GRETSKE „DE FREULE"
EEN LEVENSTRAGEDIE
Met toestemming van den Uitgever J. H. Kok, Kampen
„En ik geloof, dat jelui het ook hierover al lang eens zijt" — antwoordde dokter —, „alleen Is het maar een quaestie van uitvoering en toepassing.
Mijn werk brengt mij ook in aanraking met alle standen, en het spreekt vanzelf, dat men zich in de eene omgeving béter op zijn gemak gevoelt dan in de andere, en het leven van den een méér aantrekt dan van den ander, doch dat neemt niet weg, dat het allen menschen zijn, die ik naar mijn beste weten heb te behandelen als zij met hunne kwalen tot mij komen. Ik doe dat ook, zooveel in mijn vermogen is, wat nu echter nog niet zeggen wil, dat ik b.v. bij zwarte Ka, of bij die mooie dame met die prachtige haartooi en die keurige tanden en die muizenvallen en kleerhangers, even aangenaam een kop koffie zou willen drinken, als in een zekere pastorie, door een model-vrouw gepresenteerd, maar die even nieuws gierig als al de andere leden van haar geslacht, graag weet wat de mannen bespreken, wanneer zij "

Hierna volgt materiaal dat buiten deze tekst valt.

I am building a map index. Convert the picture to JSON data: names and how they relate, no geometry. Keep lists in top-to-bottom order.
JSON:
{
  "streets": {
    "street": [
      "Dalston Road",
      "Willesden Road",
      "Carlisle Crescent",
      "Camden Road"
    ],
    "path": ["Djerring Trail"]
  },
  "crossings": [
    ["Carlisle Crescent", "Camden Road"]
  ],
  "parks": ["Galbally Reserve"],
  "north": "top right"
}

Doch verder kon de woordenrijke esculaap het voor 't oogenblik niet brengen. Terwijl de dominé ten teeken van instemming met deze woorden, hartelijk applaudiseerde, liep mevrouw lachende de kamer uit, om bij de deur nog eens dreigend den vinger op te steken. „Wacht maar, mijn tijd komt óók wel" — sprak zij, en was meteen weg.
„Vreemd volk, die vrouwen", lachte de dokter. „Maar toch onmisbaar" — oordeelde de pastor, en nu waren deze twee het eens.
Daarop scheidden hunne wegen, en ging elk tot zijn eigen werk.
HOOFDSTUK XIII.
Geloofs-idealisme.
Het was winter geweest en weer lente geworden en nóg eenmaal had de aarde haren kringloop volbracht en wéér was het zomer. Herhaaldelijk hadden de doodsklokken geluid om aan te kondigen dat nu eens een jong leven als een veldbloem was afgesneden en dan weer een oude van dagen bezweken was voor de macht des doods, welke niemand spaart, maar op Lombok was alles vrijwel bij het oude gebleven, 't Scheen wel, alsof het woord van Trui, dat onkruid niet verging, hier op al de bewoners van toepassing was. Zelfs zwarte Ka was geheel weer opgeknapt en leek wel verjongd, „'k Heb opnieuw voor een jaar of wat geteekend" — sprak zij spottend tot degenen, die soms een zinspeling op haar hoogen leeftijd en de verkregen herstelling maakten, zoodat 't zich laat verstaan dat aan Gretske en de goede woorden, welke zij hier indertijd gesproken had, geen behoefte meer was. Veeleer leek het, alsof zij vijandiger dan ooit werd, vooral waar deze in stilheid haar kruis droeg en deed alsof zij niet merkte hoe al haar wèl doen met ondankbaarheid beloond werd. 't Was alsof een Satanische macht Ka soms aangreep en haar geheel beheerschte, om zich in groote haat te wreken op Gretske, wie als eenigste misdaad kon worden aangerekend, dat zij niet mee deed aan alles wat deze buurtschap tot in wijden omtrek berucht deed zijn.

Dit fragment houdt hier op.